Please count the lines in the material below that include "named". Reply with the number alone.
■ ■ ■ ■ ■
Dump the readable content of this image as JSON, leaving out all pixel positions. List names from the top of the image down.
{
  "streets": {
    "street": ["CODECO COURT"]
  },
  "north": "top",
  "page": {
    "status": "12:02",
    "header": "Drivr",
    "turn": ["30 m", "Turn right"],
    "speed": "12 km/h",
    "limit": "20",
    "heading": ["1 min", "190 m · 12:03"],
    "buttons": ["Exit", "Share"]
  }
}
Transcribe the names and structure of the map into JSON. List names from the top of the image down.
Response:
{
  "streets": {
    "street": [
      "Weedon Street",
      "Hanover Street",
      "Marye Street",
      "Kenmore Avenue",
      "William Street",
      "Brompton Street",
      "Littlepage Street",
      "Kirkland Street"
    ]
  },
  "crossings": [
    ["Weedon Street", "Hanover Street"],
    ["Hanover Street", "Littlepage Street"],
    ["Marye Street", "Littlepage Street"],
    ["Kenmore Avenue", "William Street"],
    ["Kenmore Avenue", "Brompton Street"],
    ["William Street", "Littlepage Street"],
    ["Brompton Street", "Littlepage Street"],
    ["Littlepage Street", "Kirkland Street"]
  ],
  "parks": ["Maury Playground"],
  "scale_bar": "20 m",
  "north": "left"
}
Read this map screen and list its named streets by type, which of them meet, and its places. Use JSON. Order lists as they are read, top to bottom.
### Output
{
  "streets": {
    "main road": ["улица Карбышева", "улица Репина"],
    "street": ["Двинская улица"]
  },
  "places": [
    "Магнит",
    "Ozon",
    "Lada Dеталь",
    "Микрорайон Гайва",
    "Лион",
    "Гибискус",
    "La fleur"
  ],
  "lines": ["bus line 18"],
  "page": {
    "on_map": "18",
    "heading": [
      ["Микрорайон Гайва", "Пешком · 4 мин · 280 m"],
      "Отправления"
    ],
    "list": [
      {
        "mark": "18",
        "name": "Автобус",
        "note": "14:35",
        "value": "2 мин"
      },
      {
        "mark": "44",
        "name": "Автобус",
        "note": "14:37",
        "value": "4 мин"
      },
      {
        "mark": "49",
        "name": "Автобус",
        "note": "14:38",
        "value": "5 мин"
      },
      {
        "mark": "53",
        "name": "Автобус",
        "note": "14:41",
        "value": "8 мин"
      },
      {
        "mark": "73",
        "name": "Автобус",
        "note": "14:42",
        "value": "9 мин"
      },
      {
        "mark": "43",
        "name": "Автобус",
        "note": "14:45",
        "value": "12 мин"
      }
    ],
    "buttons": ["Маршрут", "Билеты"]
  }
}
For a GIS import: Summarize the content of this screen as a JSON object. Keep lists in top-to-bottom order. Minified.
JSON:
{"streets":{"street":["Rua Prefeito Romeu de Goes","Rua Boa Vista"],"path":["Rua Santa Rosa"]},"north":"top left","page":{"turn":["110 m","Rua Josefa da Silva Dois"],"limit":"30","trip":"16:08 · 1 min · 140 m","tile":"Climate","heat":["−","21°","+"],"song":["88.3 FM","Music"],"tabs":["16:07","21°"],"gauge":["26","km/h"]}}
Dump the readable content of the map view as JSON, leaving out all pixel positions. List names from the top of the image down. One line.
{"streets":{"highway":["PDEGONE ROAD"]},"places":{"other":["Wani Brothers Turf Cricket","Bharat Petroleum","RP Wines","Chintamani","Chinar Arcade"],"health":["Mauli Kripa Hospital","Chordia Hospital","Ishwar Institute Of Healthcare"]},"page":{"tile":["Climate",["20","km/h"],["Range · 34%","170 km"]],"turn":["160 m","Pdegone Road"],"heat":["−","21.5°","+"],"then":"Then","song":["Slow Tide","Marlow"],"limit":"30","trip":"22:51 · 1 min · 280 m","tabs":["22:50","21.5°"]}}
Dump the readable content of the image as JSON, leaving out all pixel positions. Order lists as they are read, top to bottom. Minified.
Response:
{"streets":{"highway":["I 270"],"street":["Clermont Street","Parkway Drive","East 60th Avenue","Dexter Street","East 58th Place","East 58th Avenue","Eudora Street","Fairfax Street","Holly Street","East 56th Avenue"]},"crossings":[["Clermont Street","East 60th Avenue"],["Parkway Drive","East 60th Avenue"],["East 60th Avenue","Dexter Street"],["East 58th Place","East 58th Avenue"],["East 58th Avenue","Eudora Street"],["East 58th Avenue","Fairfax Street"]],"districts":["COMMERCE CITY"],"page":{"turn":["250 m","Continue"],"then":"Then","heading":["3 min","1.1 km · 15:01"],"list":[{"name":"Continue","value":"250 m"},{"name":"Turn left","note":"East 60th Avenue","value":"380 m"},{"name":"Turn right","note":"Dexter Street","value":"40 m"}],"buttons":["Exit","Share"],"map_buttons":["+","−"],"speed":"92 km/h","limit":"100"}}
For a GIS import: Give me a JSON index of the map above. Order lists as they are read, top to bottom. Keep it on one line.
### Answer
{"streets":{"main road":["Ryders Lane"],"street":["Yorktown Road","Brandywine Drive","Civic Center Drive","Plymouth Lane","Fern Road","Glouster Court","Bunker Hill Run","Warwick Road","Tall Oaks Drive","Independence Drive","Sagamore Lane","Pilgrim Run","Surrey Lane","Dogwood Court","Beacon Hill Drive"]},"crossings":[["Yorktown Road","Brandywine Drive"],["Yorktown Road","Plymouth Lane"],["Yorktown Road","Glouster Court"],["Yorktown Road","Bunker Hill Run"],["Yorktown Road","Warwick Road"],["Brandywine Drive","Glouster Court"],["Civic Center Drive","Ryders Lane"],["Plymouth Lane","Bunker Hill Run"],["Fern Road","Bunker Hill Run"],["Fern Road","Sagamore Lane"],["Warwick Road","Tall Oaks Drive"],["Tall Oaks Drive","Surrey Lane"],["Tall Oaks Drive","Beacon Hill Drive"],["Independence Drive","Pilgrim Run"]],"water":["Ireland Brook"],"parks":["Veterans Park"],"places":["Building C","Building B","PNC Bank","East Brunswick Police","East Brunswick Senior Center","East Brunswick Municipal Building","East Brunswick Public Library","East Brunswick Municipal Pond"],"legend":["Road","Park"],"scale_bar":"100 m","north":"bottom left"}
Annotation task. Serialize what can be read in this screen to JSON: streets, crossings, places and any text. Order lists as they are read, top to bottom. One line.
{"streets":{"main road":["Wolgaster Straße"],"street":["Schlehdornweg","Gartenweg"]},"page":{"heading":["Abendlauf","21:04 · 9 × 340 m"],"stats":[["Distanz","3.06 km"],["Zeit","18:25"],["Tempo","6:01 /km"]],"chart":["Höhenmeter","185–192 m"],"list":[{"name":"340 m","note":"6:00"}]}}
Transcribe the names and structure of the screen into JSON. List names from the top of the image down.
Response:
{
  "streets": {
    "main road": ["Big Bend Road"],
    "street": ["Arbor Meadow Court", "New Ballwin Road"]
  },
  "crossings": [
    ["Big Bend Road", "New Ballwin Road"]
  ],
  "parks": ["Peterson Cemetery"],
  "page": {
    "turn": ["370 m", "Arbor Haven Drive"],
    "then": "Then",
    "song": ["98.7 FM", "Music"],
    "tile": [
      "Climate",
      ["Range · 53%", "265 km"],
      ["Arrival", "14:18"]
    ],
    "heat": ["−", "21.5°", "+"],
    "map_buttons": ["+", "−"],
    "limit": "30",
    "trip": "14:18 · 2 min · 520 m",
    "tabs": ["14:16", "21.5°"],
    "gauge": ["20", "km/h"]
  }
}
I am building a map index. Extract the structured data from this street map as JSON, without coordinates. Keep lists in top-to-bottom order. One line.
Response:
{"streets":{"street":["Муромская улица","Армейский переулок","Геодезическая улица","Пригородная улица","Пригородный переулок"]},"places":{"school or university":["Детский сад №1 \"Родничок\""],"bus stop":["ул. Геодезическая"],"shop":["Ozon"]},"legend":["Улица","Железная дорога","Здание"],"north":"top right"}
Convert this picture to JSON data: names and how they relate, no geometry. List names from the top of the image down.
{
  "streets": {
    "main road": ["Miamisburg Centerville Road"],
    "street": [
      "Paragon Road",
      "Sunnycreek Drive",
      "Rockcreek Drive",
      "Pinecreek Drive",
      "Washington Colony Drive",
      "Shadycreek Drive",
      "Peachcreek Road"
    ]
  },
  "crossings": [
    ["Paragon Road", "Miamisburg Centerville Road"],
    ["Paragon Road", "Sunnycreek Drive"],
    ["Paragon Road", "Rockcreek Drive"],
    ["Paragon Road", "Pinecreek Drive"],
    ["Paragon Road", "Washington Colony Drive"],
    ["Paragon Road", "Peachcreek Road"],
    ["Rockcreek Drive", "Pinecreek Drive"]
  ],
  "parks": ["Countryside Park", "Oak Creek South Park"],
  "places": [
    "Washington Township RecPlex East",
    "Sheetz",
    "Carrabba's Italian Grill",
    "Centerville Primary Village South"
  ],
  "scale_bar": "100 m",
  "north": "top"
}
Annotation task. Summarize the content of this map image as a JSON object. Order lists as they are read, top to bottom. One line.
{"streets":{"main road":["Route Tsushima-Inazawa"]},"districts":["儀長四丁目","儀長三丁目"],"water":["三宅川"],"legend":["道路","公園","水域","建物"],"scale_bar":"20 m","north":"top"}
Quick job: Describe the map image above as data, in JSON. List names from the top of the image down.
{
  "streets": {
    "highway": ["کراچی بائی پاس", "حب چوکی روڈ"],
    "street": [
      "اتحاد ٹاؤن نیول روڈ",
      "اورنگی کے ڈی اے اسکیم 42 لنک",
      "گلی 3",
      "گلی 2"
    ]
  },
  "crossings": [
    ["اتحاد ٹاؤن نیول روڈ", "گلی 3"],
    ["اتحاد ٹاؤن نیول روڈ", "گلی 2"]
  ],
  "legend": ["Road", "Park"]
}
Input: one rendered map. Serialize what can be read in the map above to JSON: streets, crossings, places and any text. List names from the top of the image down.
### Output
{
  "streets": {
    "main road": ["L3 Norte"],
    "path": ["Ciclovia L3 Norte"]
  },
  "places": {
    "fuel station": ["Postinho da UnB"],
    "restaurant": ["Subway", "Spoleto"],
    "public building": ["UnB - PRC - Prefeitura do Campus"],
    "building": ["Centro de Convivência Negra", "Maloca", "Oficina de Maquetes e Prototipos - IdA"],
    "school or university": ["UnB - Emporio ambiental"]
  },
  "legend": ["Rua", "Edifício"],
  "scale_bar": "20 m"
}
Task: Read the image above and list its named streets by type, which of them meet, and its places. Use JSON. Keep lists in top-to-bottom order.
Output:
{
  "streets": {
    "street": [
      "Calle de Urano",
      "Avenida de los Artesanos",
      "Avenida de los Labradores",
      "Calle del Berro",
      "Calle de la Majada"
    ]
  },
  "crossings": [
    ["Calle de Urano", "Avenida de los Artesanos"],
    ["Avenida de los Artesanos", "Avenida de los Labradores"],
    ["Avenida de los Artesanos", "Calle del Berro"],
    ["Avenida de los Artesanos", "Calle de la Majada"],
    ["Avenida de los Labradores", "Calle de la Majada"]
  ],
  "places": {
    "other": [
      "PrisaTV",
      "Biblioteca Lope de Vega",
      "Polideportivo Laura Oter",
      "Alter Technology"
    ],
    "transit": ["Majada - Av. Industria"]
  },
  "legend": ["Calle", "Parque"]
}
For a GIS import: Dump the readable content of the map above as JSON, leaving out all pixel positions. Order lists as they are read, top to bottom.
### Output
■ ■ ■ ■ ■
Response for this exercise: 2